Kira memijat keningnya. Ia memang sudah menduga ini akan terjadi. Sejak awal dia sadar kalau cepat atau lambat Lacus pasti akan mengetahuinya.
"Bagaimana dia bisa tahu?"
"Aku juga tidak tahu. Untuk sementara ini kau tidak perlu memikirkan Lacus. Konsentrasi saja pada pemulihanmu. Minggu depan Otou-san dan Okaa-san akan segera pulang, kau tidak mau membuat mereka khawatir, kan?"
'Tiitt! Tiitt!' terdengar suara klakson mobil.
"Shinn sudah datang. Ayo, aku antar kau sampai teras depan!" kata Cagalli pula.
Kira hanya mengangguk. Rasanya ia sudah tidak punya tenaga lagi bahkan untuk sekedar berbicara. Hujan masih belum berhenti. Cagalli pun memberikan payung untuk Kira.
"Hati-hati!" teriak Cagalli sambil melambaikan tangannya.

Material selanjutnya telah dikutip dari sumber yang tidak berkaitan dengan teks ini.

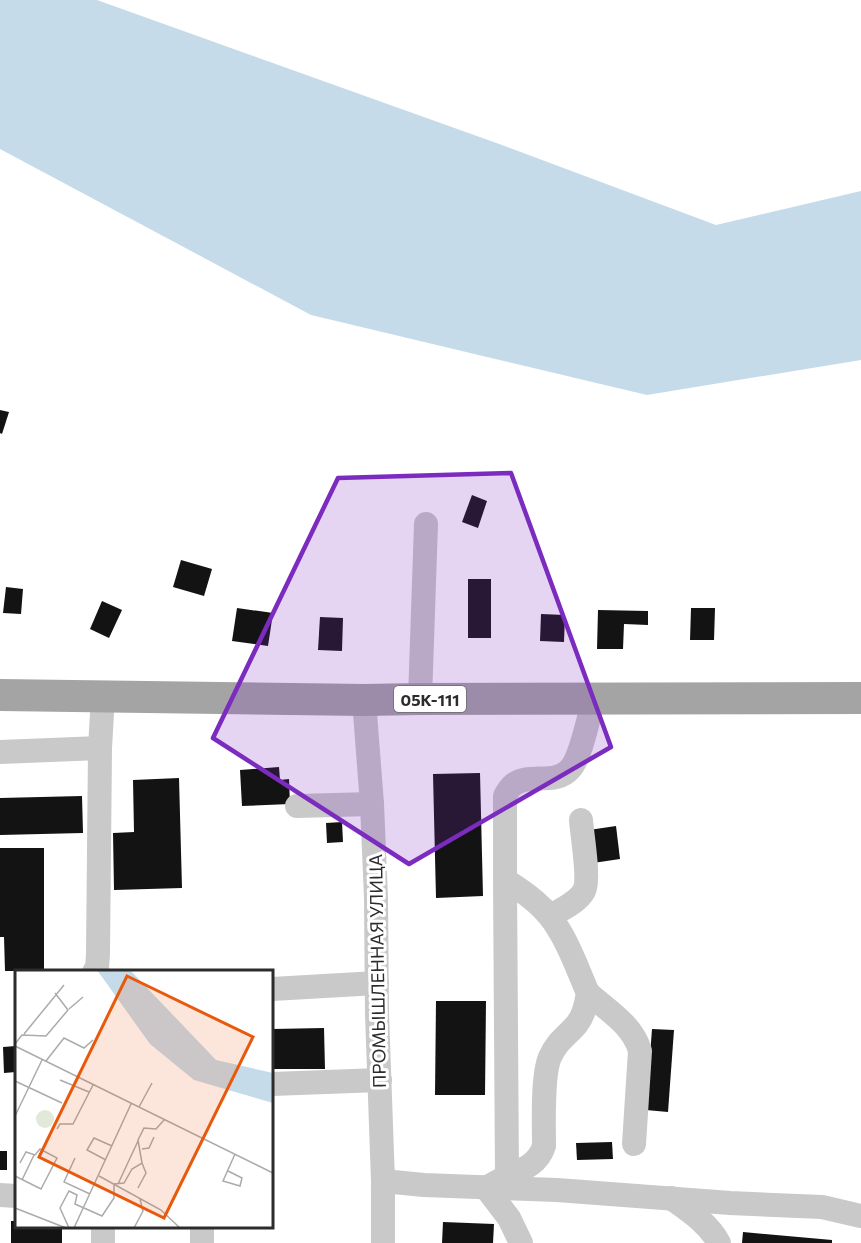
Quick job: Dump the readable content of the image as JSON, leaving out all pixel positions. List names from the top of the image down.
{
  "streets": {
    "main road": ["05К-111"],
    "lane": ["ПРОМЫШЛЕННАЯ УЛИЦА"]
  },
  "crossings": [
    ["05К-111", "ПРОМЫШЛЕННАЯ УЛИЦА"]
  ]
}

Setelah Shinn dan Kira pergi, ia pun kembali masuk ke dalam rumah. Mengunci pintu dan kembali ke kamarnya.
oooOONoMoreOOooo
.
.
Shinn masih focus menyetir. Kira kembali mengingat pertengkarannya dengan Lacus tadi… lagi-lagi ia sudah bersikap kasar pada gadis itu. Untuk yang kesekian kalinya ia membuat sang puteri pink menangis. Ia menyesal sudah membentak Lacus seperti tadi. Bayangan Lacus yang sedang menangis pilu tergambar jelas dibenakknya. Dadanya tiba-tiba terasa sakit. Sangat sakit. Ditekannya dada kirinya yang sakit dengan tangan kanannya, berharap rasa sakit itu akan hilang atau setidaknya berkurang tapi dadanya tetap terasa sangat sakit. Kira terus berusaha menahan sakitnya. Tubuhnya semakin tertunduk. Tangan kanannya terus meremas dadanya yang sakit sementara tangan kirinya mengenggam erat jok mobil, berusaha menopang tubuhnya yang terasa semakin lemah.
"Apa kau merasa sakit? Sebaiknya kau meminum obatmu!" kata Shinn sambil melirik Kira sekilas.
"Aku sudah minum obat satu jam yang lalu." Jawab Kira dengan suara lirih.
"Minum lagi! Kau tidak terlihat baik-baik saja. Aku bahkan berani bertaruh kalau sebentar lagi kau akan pingsan."
Shinn jadi kesal karena Kira diam saja. Ia bahkan tidak bisa melihat muka Kira dengan jelas karena wajah itu tertupi rambut, "Hey, Kira!" teriak Shinn tetapi tidak ada sahutan dari lawan bicaranya.
Shinn pun memarkirkan mobilnya di pinggir jalan. Kira tidak bergerak. Shinn jadi panik dan langsung menyentuh tubuh Kira. Saat itu juga kepala Kira langsung lunglai ke bahunya dan kedua matanya terpejam. Dengan cemas Shinn langsung menarik tangan Kira dan memeriksa denyut nadinya.
"Dia benar-benar pingsan…" kata Shinn yang kemudian membenarkan posisi duduk Kira dan lekas menelpon ayahnya.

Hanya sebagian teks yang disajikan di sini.